Philanthropic foundations tend to be very open, forthright and introspective about their work. This gives us the opportunity to peak in and see how they allocate evaluation resources. The diversity of what they fund (healthcare, education, workforce development etc), means what we learn has wide application across sectors.

In 2014, the Hewlett Foundation published an excellent report as it reviewed their own evaluation spending. Instead of going with the “best practice conventional wisdom,” they surveyed a group of peer organizations to see what percentage of program money they actually spent on evaluation.

They found that most organizations spend between 1.5% and 7.5% of their program budget every year on research and evaluation. Smaller organizations spent a larger proportion given their relatively smaller grant amounts.

In 2009, the Evaluation RoundTable, a network of evaluation leaders at foundations across the US, Canada, and the UK conducted an assessment of actual spending. Like the Hewlett foundation, they found smaller organizations and initiatives spending a larger portion of their budget on research and evaluation (around 7.5%). Overall, across all organizations and programs reporting, 3.5% of budget is set aside for evaluation with a low of .3% and a high of 18%.

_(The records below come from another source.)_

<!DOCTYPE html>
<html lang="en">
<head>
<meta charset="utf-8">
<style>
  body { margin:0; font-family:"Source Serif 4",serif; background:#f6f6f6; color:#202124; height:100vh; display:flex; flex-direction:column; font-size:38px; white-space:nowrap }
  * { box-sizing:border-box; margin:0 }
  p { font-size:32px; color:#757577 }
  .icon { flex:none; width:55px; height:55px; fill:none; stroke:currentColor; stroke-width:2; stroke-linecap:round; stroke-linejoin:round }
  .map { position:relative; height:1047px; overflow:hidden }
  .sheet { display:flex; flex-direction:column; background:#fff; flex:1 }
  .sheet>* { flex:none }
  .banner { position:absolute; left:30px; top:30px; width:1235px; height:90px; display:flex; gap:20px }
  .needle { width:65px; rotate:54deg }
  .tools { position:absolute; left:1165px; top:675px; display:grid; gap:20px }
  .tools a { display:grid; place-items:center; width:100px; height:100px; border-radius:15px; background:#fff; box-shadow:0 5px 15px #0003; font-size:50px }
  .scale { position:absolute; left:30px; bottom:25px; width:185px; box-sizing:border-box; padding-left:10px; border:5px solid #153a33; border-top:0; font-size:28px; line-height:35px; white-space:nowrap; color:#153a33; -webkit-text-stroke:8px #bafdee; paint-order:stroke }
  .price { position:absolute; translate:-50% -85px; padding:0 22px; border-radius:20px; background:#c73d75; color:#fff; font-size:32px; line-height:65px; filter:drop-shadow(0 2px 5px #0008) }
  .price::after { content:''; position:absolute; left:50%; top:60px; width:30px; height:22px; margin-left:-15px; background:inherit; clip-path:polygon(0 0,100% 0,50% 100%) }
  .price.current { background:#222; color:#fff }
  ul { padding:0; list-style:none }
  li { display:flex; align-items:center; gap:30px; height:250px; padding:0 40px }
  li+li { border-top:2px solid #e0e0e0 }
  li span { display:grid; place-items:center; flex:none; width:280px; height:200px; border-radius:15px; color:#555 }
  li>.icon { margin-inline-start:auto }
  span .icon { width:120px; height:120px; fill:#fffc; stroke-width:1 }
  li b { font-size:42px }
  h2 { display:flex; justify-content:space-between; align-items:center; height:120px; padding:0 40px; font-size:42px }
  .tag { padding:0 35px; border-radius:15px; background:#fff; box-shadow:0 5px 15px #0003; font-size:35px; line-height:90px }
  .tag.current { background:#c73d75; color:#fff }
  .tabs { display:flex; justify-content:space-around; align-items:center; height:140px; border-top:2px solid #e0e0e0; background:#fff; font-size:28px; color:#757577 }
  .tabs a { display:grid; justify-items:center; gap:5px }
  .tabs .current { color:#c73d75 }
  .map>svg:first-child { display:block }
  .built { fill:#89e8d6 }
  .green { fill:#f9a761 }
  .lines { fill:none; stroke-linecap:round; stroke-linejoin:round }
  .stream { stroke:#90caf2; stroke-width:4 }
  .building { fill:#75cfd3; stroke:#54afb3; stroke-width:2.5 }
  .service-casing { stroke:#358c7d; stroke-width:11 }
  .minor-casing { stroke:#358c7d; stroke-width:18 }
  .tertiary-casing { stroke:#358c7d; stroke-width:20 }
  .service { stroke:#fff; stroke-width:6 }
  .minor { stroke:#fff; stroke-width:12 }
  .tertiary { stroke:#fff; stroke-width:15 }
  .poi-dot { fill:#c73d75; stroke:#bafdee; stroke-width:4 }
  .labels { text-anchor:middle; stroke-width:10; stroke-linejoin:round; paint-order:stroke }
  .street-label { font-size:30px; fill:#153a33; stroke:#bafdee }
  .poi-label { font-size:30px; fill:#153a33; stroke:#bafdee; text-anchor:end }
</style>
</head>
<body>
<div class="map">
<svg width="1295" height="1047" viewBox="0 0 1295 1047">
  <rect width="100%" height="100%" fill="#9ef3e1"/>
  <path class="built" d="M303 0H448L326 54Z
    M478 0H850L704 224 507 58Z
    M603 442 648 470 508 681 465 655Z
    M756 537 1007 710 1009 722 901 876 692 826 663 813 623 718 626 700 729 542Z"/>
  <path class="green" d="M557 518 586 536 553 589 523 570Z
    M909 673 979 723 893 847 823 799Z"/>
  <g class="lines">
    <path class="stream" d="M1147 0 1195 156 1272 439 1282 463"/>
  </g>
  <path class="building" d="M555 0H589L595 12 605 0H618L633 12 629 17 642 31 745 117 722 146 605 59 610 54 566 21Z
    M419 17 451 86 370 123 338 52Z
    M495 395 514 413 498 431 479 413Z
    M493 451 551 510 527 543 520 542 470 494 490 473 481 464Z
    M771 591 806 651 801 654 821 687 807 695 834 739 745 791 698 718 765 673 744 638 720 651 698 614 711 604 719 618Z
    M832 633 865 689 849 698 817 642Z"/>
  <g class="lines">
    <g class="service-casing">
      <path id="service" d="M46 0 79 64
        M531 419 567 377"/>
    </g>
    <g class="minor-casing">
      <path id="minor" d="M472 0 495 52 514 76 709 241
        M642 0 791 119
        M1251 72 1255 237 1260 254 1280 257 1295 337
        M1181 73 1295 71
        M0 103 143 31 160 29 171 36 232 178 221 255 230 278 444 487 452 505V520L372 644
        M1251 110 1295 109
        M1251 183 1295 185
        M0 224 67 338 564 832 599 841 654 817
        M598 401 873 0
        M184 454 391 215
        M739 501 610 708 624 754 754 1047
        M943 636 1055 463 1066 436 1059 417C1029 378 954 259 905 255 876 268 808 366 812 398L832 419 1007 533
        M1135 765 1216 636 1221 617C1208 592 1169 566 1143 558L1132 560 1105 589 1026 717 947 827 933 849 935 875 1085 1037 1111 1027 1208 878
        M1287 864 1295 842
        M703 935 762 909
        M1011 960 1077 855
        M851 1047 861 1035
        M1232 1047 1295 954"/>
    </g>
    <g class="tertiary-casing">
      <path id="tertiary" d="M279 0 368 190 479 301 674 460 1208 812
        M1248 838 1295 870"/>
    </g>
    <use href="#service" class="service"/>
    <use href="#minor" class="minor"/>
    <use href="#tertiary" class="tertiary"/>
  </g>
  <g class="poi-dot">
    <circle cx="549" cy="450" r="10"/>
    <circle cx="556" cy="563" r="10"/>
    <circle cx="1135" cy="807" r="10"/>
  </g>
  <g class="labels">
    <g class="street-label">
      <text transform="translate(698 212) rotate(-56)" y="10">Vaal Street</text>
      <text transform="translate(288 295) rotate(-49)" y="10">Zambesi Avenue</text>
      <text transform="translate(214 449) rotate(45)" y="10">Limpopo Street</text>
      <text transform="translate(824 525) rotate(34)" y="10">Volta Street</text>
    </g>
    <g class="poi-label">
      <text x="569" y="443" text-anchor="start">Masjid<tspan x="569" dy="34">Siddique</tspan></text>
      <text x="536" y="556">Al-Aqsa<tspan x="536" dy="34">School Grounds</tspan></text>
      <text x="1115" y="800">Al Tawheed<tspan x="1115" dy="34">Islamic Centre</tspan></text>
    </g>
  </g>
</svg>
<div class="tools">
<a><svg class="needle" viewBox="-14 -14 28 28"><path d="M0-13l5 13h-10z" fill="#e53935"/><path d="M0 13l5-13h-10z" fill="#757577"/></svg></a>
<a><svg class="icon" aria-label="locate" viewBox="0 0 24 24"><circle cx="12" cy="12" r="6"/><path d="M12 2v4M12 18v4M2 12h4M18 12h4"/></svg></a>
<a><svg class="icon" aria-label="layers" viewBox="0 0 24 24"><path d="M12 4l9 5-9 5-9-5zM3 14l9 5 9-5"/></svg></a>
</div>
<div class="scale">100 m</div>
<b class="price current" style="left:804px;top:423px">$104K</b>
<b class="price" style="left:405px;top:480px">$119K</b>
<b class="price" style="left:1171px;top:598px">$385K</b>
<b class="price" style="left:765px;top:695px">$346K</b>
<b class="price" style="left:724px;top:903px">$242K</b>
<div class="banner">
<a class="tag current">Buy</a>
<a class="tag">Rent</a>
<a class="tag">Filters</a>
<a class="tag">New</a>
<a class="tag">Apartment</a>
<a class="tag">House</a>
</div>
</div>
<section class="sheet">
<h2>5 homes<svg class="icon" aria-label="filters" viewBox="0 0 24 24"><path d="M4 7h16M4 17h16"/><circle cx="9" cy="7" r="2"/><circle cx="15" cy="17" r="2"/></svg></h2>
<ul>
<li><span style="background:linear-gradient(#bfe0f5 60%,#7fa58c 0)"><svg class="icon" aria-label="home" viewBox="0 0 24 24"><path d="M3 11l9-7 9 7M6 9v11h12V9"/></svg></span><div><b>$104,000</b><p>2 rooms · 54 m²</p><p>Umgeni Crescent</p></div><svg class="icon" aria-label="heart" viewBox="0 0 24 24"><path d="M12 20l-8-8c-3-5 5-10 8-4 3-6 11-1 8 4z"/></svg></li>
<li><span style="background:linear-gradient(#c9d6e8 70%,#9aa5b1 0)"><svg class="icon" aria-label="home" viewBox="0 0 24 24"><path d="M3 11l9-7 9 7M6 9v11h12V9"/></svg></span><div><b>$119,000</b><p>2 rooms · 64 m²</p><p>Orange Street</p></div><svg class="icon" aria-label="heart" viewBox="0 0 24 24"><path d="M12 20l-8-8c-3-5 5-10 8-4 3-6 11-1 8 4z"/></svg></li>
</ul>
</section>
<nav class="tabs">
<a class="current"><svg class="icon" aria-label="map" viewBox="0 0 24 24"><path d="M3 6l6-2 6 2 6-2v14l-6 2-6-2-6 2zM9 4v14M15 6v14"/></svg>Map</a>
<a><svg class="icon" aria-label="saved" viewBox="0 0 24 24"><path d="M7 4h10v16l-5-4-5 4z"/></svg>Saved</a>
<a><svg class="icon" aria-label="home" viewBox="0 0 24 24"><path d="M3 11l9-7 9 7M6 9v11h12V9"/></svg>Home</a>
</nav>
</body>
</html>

Today, a quick internet search of some household name foundations and programs show an increasingly strong commitment to evaluation and a committed budget set aside. For example, Oxfam International explicitly commits to invest “a minimum five percent (5%) of its program budgets to monitoring, evaluation, and learning by the end of the Oxfam Strategic Plan 2013–2019.” The benchmark Hewlett report suggested doubling the organization’s evaluation investment to 2% over three years.

Other institutions are less explicit about setting aside certain budgetary amounts, but their policies are clear. They show evaluations as an integral part of operations and resources should be allocated accordingly. The Kellogg Foundation states, “we believe strongly that evaluation should be conducted not only to demonstrate that a project worked, but also to improve the way it works.” The Gates Foundation says, “our evaluation policy is rooted in our business model.”

ProofPilot Recommendation: 2% or less

ProofPilot’s primary mission is to democratize research and evaluation tools for small organizations. For smaller organizations 7.5% of program initiatives is a lot of money.

Thankfully, technology provides many efficiencies. We’ve leveraged new ideas and techniques to bring down costs and set a pricing strategy that allows even very small operations to benchmark evaluation costs at 2% or less of program operations.